[Collected data]
---------------

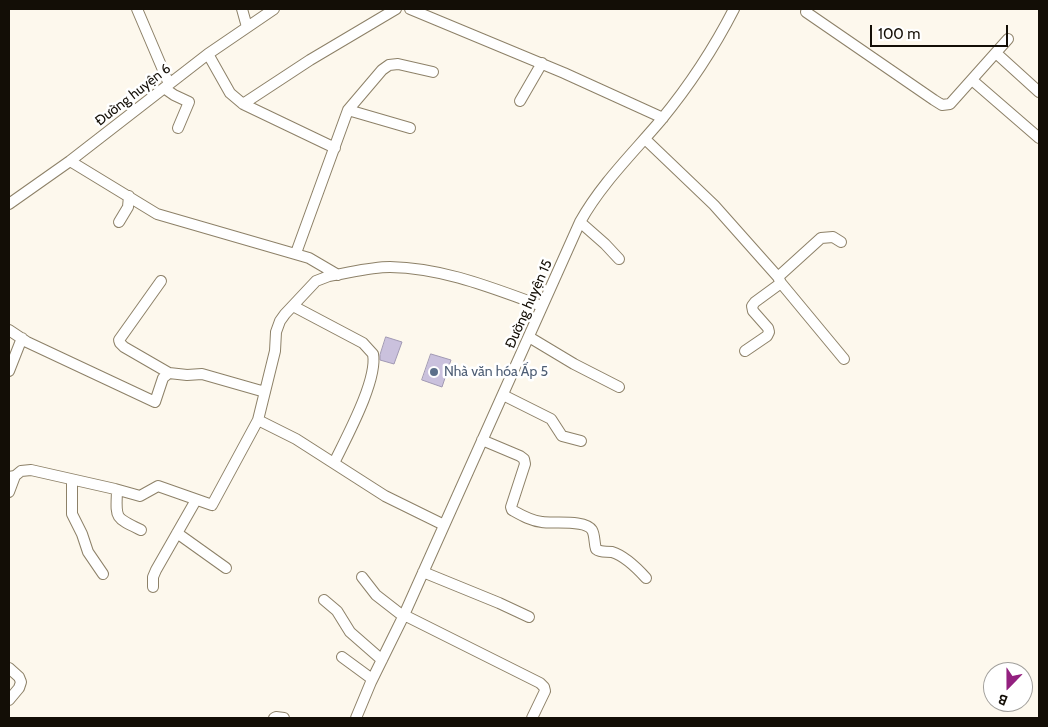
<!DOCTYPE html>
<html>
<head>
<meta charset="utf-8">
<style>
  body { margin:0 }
  #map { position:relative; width:1048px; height:727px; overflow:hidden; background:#fdf8ed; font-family:Cabin,sans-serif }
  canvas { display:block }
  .frame { position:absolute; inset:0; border:10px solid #130e06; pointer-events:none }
  .north { position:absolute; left:983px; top:662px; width:50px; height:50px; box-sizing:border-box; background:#fff; border:1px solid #a19f9b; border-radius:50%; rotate:202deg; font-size:14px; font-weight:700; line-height:20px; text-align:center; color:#130e06 }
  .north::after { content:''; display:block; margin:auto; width:18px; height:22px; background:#93207f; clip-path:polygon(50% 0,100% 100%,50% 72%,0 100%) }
  .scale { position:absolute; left:870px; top:25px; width:138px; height:22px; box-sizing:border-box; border:2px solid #130e06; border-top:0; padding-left:6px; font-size:15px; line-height:18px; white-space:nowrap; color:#130e06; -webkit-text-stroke:4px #fff; paint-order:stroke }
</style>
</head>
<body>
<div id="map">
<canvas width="1048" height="727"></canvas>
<div class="frame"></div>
<div class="north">B</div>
<div class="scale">100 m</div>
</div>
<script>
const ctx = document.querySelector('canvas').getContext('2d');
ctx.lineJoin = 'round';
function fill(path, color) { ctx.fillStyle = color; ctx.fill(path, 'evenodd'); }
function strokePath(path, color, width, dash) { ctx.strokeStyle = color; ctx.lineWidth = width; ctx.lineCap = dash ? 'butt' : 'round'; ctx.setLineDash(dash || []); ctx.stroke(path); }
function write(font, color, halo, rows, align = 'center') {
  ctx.font = font + ' Cabin,sans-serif'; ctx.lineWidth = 5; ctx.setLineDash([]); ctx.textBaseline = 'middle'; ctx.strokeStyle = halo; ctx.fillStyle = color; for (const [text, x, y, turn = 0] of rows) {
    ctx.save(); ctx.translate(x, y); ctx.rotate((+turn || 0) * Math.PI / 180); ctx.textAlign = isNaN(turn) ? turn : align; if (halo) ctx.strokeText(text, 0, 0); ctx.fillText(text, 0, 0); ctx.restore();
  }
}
const building = new Path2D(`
  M386,337L402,342L394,364L380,360V355Z
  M431,354L451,360L442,387L422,380Z`);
const minor = new Path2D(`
  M137,9L169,84
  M242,9L247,27
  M410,9L564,73L663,118
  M806,12L934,100L942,105L950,104L1008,39
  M996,53L1039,92
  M208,54L230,93L243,104L310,60L396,9
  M972,80L1039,138
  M164,88L174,95L189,102L178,128
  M520,101L542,63
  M243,104L335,148
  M348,110L410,128
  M645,139L714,205L778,277L781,283L844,359
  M70,161L157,214L309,258L338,275
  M9,204L70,161L208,54L274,9
  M119,222L128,207L129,196
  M580,222L605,244L619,259
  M296,253L348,110L382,70L389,65L398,64L433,72
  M778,277L821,238L833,237L841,242
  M161,281L119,340L120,343L124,347L169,373
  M293,306L363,343L373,354C378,380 346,438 334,463
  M9,330L27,342L155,402L163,378L169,373L187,375L202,374L265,392
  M529,337L574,364L619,387
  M745,351L767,336L769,332L768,328L753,311L752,306L755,302L781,283
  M9,371L22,338
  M503,395L551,419L562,436L581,441
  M258,420L275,351L276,332L280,321L285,314L316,281L329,276C349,273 370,267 390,267C444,268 492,288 542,306
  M482,440L520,456L524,459L525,464L511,507L512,510C521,515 531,521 542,522C553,524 585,519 592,530C595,535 594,543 596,549C601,553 606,551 612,552C625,556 637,568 646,578
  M9,477L15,476L21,471L31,470L115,489L140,496L158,486L212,505L258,420L296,439L385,496L444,525
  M72,480V514L82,534L88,552L103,574
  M117,490C116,519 114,517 141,530
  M9,492L15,476
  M177,533L226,568
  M423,572L499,603L529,617
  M362,577L376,595L403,616
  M153,587V577L156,570L196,500
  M324,600L337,611L350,632L382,660
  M404,615L540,683L544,687L545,691L532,718
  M342,657L372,679
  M9,668L19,677L21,682L19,688L9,700
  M274,718L276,717L284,718
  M356,718L371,682L404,615L580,222C601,184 633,153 661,120C689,86 714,48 734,9`);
const markers = [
  [434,372,5,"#5c6f8a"]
];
const streetNames = [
  ["Đường huyện 6",133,95,-38],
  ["Đường huyện 15",529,304,-66]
];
const serviceNames = [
  ["Nhà văn hóa Ấp 5",444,372]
];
fill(building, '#cac1dd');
strokePath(building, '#a199b3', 1);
strokePath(minor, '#8d8168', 12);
strokePath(minor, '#fff', 10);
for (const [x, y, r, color] of markers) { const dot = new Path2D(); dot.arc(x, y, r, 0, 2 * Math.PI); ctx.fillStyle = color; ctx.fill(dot); strokePath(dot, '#fff', 2); }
write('14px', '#130e06', '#fff', streetNames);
write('14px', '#4e5e75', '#fff', serviceNames, 'left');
</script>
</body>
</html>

---------------

The span to give again runs from the line with "M9,492L15,476" through the last line of the records above; reproduce it exactly and nothing more.

Written response
  M9,492L15,476
  M177,533L226,568
  M423,572L499,603L529,617
  M362,577L376,595L403,616
  M153,587V577L156,570L196,500
  M324,600L337,611L350,632L382,660
  M404,615L540,683L544,687L545,691L532,718
  M342,657L372,679
  M9,668L19,677L21,682L19,688L9,700
  M274,718L276,717L284,718
  M356,718L371,682L404,615L580,222C601,184 633,153 661,120C689,86 714,48 734,9`);
const markers = [
  [434,372,5,"#5c6f8a"]
];
const streetNames = [
  ["Đường huyện 6",133,95,-38],
  ["Đường huyện 15",529,304,-66]
];
const serviceNames = [
  ["Nhà văn hóa Ấp 5",444,372]
];
fill(building, '#cac1dd');
strokePath(building, '#a199b3', 1);
strokePath(minor, '#8d8168', 12);
strokePath(minor, '#fff', 10);
for (const [x, y, r, color] of markers) { const dot = new Path2D(); dot.arc(x, y, r, 0, 2 * Math.PI); ctx.fillStyle = color; ctx.fill(dot); strokePath(dot, '#fff', 2); }
write('14px', '#130e06', '#fff', streetNames);
write('14px', '#4e5e75', '#fff', serviceNames, 'left');
</script>
</body>
</html>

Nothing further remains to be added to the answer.